== MATERIALS PROVIDED ==
++++++++
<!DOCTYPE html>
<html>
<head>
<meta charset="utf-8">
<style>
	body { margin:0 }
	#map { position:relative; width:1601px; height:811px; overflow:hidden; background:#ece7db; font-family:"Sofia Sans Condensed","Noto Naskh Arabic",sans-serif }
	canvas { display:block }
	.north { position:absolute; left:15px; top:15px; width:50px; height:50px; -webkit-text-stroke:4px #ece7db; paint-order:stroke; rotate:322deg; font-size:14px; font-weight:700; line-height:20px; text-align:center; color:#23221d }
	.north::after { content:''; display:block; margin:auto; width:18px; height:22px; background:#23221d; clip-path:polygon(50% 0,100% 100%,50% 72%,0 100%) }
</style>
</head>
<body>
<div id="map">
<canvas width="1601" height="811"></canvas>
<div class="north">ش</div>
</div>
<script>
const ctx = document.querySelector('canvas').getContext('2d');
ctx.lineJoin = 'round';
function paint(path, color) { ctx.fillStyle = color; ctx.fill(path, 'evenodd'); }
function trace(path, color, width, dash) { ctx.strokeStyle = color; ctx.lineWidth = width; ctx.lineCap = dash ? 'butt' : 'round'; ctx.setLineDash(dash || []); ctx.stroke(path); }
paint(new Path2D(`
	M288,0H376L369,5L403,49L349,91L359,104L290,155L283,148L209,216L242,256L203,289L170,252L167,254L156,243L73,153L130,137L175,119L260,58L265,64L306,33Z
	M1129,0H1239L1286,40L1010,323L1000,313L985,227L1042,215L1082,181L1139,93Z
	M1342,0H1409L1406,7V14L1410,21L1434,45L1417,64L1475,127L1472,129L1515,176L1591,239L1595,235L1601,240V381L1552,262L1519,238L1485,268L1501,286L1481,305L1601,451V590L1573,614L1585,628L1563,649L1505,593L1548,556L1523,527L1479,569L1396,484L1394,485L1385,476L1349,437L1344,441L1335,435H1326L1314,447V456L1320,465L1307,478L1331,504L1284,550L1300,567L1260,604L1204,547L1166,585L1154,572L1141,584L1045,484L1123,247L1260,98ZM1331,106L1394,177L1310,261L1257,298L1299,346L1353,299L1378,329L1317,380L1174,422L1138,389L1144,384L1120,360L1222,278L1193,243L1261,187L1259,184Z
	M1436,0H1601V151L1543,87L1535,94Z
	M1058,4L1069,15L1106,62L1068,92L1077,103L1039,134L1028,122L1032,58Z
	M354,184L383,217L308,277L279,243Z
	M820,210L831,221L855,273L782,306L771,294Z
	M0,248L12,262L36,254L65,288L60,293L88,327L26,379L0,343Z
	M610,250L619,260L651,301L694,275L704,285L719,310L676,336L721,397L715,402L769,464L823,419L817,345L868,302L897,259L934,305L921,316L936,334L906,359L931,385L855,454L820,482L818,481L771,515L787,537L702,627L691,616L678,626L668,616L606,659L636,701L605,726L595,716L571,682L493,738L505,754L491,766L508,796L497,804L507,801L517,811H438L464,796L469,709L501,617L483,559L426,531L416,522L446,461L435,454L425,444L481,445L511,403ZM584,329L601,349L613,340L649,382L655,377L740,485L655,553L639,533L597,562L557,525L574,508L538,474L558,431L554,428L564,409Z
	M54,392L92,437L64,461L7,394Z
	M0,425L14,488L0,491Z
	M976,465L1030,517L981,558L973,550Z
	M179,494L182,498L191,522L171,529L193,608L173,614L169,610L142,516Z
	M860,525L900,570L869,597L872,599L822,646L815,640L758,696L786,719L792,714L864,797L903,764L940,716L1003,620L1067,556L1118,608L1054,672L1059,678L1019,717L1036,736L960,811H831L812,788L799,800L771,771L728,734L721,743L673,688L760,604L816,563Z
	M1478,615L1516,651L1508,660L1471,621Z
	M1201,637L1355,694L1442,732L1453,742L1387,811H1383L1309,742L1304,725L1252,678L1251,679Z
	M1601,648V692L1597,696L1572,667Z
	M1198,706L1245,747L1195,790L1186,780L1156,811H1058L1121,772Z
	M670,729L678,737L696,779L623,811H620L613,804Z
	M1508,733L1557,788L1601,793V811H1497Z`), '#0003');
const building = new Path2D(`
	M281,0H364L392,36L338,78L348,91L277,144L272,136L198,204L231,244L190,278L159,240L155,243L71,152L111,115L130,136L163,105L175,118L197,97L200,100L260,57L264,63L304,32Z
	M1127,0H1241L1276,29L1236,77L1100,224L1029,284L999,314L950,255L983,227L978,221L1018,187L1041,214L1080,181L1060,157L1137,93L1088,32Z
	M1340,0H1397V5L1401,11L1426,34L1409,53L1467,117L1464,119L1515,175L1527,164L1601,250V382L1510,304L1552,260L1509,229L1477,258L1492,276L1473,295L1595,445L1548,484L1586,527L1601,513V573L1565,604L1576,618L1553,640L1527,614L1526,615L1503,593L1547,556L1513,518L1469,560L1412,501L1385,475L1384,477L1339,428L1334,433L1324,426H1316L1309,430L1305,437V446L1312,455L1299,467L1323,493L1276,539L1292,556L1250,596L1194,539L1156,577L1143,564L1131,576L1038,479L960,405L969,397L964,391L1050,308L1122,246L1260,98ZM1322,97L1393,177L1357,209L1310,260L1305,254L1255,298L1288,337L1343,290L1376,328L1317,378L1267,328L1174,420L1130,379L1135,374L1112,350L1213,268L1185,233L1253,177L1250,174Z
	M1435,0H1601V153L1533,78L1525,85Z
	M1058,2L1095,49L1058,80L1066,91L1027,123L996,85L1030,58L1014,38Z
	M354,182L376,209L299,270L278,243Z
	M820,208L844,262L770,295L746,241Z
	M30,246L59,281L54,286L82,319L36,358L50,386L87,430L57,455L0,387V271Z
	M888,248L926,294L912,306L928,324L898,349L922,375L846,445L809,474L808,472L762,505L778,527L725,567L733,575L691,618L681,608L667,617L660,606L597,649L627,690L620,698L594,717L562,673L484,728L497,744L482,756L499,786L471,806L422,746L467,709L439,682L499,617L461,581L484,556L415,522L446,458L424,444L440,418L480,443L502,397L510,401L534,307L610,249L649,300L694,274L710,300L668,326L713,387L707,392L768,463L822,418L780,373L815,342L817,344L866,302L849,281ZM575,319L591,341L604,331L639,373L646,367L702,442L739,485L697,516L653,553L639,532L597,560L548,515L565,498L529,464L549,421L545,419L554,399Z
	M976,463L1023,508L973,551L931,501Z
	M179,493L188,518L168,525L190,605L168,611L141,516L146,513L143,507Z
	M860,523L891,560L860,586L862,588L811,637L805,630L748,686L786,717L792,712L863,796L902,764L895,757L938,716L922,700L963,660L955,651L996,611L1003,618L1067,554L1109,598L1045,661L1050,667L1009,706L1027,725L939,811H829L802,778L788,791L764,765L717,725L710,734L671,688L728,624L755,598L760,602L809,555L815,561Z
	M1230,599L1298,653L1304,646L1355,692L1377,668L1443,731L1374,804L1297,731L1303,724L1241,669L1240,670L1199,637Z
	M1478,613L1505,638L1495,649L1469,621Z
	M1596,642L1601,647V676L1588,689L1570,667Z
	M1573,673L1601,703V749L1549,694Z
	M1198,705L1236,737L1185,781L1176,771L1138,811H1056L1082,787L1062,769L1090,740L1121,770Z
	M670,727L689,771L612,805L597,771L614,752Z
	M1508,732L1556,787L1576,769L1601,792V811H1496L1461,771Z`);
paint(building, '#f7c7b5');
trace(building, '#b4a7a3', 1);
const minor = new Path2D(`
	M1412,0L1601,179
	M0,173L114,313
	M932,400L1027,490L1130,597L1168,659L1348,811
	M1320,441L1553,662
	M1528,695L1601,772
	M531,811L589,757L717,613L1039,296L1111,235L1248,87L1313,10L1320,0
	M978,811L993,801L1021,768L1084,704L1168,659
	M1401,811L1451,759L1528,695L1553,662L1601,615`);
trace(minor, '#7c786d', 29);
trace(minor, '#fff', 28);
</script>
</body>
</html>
++++++++
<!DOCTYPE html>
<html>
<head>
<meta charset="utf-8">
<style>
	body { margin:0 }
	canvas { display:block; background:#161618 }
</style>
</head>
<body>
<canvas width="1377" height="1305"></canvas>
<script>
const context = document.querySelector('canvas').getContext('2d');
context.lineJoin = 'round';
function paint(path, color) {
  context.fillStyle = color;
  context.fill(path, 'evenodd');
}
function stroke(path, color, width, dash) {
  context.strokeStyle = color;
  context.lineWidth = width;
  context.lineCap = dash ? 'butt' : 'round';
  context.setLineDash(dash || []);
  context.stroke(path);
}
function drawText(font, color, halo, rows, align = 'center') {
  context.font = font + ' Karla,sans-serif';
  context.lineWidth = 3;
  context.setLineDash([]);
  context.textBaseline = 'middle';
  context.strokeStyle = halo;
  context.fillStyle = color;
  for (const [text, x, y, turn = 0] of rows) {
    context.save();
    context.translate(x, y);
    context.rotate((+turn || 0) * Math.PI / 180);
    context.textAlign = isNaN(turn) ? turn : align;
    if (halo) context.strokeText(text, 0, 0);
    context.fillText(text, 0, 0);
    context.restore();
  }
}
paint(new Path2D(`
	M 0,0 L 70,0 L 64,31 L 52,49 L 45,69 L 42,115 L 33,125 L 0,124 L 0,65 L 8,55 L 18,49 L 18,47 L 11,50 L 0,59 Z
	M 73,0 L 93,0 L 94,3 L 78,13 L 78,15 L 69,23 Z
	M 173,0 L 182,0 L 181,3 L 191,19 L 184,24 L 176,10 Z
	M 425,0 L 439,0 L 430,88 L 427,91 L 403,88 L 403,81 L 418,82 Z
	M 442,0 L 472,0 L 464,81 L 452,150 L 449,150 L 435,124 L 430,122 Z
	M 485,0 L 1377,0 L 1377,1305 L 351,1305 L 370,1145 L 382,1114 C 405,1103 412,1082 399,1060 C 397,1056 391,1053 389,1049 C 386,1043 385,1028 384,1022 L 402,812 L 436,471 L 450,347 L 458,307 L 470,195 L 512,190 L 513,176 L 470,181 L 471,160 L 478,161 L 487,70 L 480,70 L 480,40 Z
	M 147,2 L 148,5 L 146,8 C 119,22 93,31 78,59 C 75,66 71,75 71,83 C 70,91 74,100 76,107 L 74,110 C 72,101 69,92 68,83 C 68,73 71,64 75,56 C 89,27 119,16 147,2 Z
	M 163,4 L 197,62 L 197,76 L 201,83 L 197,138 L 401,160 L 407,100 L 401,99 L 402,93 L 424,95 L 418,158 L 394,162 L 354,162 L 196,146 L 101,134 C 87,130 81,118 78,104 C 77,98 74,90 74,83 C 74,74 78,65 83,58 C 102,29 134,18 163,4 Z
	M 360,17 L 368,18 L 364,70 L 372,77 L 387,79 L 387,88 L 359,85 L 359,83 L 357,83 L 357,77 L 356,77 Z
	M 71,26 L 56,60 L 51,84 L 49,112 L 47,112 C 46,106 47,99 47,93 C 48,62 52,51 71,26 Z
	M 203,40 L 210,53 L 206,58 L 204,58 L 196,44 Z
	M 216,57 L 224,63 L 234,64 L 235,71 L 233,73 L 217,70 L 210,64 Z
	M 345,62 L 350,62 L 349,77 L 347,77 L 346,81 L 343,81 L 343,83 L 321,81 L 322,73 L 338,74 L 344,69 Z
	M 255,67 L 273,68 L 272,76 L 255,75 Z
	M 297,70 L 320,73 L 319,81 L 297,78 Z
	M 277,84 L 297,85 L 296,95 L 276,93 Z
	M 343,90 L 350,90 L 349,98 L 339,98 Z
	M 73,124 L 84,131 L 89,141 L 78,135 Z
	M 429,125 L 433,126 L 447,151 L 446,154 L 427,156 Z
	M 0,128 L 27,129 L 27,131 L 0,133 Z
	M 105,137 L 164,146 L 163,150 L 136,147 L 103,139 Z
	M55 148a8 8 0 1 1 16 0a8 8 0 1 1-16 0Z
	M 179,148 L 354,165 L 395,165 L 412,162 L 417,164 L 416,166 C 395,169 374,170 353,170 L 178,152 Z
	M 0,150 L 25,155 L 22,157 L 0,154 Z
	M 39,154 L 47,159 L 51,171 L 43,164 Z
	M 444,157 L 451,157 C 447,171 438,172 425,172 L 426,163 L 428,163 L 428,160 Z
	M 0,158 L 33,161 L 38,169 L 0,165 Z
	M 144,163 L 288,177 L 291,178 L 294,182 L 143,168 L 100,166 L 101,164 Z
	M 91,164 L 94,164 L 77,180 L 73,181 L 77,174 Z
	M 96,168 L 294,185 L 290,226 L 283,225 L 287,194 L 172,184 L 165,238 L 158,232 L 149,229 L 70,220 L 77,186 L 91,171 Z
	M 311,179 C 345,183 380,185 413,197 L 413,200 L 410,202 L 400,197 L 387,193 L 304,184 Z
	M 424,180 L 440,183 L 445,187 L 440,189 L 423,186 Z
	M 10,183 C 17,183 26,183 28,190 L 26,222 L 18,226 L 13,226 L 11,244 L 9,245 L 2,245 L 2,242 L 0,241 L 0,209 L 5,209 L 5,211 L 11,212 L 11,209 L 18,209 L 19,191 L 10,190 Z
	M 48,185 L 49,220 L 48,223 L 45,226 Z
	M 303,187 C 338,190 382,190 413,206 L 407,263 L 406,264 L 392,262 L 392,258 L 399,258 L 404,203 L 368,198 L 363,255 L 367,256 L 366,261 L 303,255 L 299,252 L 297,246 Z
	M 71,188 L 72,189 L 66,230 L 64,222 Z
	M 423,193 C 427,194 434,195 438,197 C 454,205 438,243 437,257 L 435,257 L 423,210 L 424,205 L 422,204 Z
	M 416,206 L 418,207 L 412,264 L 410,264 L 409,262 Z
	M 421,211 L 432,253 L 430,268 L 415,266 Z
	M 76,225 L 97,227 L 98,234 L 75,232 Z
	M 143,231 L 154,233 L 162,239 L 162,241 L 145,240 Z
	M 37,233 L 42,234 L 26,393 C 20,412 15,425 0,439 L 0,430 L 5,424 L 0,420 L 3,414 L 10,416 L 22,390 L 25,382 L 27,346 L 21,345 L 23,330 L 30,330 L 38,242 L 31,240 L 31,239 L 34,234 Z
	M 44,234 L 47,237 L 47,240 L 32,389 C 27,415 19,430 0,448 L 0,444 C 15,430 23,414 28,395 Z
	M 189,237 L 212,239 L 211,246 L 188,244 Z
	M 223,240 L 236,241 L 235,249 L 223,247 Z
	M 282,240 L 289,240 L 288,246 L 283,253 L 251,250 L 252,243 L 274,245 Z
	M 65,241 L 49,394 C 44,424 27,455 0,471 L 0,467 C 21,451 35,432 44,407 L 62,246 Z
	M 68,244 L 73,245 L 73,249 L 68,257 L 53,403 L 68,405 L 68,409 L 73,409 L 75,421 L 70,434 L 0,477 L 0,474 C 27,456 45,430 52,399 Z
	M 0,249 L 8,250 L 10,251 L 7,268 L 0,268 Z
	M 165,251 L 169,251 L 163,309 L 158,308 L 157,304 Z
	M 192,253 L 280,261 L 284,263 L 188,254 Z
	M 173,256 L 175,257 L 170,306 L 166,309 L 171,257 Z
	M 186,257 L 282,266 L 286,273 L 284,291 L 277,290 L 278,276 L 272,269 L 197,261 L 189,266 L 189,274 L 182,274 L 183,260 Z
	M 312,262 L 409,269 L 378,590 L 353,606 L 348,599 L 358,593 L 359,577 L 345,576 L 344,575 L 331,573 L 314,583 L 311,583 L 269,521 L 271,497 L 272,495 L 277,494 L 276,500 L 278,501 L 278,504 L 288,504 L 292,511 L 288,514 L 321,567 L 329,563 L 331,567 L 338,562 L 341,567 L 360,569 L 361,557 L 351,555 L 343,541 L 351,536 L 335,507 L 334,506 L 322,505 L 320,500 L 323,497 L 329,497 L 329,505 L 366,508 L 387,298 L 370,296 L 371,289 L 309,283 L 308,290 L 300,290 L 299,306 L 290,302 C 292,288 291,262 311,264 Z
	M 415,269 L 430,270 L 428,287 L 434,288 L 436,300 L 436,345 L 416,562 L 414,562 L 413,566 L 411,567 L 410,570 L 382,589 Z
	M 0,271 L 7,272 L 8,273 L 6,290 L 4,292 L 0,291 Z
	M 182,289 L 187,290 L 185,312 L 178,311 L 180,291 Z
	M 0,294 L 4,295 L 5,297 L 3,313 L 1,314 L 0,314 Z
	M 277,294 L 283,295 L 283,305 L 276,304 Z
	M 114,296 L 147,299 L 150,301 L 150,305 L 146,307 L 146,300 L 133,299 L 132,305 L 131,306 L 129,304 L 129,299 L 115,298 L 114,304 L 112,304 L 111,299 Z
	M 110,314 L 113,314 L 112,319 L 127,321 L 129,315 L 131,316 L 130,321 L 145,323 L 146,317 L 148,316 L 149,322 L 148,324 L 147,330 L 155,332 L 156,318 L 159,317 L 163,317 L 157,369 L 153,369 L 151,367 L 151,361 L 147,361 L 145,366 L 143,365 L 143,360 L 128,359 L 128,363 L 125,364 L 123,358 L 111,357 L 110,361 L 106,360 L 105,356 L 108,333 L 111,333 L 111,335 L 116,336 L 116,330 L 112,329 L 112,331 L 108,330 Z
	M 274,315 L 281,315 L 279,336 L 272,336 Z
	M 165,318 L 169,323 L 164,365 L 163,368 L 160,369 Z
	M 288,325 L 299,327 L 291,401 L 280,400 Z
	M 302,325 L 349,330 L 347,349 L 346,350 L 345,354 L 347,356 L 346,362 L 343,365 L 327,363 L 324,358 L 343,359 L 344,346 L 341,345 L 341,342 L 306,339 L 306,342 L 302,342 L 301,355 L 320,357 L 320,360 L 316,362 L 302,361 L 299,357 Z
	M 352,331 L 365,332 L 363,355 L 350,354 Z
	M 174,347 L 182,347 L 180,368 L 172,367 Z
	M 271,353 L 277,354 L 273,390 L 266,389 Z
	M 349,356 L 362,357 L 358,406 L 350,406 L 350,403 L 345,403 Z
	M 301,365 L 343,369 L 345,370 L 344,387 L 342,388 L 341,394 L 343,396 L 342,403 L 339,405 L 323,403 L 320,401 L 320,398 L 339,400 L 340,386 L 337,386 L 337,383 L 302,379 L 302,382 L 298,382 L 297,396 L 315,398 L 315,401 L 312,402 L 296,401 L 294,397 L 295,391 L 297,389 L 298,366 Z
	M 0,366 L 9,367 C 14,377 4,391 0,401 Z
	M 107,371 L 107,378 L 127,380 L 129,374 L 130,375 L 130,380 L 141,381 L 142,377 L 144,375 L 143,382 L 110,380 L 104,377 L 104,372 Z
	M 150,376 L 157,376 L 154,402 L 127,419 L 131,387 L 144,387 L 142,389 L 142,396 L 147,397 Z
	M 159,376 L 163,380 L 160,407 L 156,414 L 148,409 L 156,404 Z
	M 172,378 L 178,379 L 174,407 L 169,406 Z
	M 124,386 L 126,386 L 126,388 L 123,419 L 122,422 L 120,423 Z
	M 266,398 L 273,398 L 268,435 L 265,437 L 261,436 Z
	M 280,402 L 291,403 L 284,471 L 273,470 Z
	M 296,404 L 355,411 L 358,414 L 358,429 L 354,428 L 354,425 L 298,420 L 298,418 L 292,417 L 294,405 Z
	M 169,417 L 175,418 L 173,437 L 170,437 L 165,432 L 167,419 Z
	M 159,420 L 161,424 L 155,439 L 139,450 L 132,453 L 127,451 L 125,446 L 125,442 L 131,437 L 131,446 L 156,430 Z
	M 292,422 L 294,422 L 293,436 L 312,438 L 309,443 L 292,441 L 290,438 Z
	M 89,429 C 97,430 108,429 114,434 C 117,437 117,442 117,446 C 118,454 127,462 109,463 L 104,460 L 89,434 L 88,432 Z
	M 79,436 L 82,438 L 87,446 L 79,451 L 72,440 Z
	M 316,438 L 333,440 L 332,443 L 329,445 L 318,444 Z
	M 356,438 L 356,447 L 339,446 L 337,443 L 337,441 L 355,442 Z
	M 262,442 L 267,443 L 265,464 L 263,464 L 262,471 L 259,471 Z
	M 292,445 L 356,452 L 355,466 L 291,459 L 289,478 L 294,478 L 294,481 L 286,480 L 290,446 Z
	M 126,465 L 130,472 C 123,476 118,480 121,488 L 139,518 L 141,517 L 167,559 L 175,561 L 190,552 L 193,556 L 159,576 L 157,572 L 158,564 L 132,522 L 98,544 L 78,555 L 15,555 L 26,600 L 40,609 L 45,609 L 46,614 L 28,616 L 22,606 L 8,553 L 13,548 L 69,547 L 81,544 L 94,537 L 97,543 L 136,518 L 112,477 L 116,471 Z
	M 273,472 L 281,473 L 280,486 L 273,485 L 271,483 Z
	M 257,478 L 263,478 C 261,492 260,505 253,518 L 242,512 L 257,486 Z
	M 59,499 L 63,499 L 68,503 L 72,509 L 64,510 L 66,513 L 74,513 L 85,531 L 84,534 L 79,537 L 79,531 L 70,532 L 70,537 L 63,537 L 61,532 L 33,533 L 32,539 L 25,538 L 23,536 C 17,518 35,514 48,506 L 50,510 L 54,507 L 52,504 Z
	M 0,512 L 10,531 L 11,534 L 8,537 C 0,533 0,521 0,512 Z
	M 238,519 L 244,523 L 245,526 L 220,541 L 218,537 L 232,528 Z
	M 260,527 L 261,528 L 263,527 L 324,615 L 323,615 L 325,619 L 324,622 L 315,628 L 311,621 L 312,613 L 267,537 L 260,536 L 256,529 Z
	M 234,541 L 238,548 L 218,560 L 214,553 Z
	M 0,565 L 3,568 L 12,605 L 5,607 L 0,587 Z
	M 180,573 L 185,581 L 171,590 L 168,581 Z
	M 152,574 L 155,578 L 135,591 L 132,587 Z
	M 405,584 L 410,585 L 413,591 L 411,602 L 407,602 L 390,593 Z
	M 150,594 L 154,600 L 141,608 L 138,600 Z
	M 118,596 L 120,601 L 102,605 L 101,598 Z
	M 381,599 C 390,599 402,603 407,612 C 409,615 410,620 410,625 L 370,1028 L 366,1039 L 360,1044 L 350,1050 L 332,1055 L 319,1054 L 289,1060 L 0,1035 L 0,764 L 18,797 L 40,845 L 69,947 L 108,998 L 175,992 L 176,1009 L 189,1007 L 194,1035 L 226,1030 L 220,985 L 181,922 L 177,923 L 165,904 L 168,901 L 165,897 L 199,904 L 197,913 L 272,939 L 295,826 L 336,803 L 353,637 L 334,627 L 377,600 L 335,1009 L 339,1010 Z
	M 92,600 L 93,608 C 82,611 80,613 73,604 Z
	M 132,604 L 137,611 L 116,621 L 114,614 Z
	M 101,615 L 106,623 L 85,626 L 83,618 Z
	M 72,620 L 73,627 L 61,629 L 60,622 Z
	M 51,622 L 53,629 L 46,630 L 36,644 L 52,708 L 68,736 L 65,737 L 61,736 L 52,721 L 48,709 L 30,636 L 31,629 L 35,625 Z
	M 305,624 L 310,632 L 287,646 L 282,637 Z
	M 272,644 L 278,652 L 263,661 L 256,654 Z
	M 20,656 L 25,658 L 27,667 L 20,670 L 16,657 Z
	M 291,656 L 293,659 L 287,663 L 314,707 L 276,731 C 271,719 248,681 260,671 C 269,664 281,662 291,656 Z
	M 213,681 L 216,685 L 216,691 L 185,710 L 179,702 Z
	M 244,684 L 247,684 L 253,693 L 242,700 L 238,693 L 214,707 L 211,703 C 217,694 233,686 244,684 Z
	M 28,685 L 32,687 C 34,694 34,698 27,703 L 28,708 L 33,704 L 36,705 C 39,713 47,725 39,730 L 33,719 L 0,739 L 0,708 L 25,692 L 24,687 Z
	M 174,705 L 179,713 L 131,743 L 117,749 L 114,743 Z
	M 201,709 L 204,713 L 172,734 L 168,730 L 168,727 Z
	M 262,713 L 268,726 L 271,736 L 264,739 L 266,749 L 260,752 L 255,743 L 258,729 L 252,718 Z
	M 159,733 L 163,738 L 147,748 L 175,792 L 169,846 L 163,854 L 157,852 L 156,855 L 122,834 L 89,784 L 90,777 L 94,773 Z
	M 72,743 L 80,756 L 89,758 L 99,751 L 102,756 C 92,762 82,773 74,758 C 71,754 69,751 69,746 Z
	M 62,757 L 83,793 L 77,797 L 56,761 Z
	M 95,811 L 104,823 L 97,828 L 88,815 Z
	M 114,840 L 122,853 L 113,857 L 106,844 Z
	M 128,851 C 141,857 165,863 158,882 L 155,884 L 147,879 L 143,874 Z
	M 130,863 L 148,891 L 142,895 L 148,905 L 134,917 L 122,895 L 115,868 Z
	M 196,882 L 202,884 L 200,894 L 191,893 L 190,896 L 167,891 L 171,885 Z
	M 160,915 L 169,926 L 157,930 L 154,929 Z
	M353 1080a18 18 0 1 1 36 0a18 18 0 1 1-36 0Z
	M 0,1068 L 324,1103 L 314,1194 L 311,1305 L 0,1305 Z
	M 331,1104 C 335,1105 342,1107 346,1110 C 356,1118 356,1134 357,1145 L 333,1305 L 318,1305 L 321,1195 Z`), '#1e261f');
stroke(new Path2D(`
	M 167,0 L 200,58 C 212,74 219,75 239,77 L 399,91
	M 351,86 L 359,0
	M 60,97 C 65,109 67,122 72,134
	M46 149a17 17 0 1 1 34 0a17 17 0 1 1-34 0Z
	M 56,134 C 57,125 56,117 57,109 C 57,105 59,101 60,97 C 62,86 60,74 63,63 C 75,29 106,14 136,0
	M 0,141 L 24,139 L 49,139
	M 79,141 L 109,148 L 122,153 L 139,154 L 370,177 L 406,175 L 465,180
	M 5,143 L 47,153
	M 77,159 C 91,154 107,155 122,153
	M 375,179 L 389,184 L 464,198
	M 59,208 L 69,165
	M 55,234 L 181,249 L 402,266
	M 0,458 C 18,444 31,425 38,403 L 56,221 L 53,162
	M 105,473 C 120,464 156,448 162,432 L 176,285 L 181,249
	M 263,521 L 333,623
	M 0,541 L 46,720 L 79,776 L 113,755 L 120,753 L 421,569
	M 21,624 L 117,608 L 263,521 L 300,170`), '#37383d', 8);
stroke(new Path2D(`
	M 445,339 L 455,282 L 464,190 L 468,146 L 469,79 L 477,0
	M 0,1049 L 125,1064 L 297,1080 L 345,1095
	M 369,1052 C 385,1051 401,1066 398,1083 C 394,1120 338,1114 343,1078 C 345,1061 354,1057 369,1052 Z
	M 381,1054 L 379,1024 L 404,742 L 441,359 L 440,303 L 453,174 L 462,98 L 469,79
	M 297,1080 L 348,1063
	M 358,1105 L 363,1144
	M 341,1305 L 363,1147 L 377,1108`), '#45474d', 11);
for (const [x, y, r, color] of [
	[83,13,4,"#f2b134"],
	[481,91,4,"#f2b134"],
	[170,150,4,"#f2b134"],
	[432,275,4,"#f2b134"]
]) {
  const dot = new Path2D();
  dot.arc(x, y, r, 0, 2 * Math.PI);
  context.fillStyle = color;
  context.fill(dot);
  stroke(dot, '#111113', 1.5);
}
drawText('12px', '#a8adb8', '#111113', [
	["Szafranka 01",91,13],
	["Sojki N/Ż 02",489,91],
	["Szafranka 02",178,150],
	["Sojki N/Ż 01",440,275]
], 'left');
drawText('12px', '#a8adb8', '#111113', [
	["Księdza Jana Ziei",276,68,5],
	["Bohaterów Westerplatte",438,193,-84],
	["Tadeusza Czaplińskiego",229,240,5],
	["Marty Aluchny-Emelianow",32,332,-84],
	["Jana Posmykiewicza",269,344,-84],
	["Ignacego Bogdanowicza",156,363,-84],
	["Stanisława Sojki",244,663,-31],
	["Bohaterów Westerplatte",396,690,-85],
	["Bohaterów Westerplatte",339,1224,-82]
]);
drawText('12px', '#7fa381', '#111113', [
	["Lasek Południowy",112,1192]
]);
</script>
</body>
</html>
++++++++
Take each line of the material that contains the word "getContext" and list it.

== TASK SOLUTION ==
const ctx = document.querySelector('canvas').getContext('2d');
const context = document.querySelector('canvas').getContext('2d');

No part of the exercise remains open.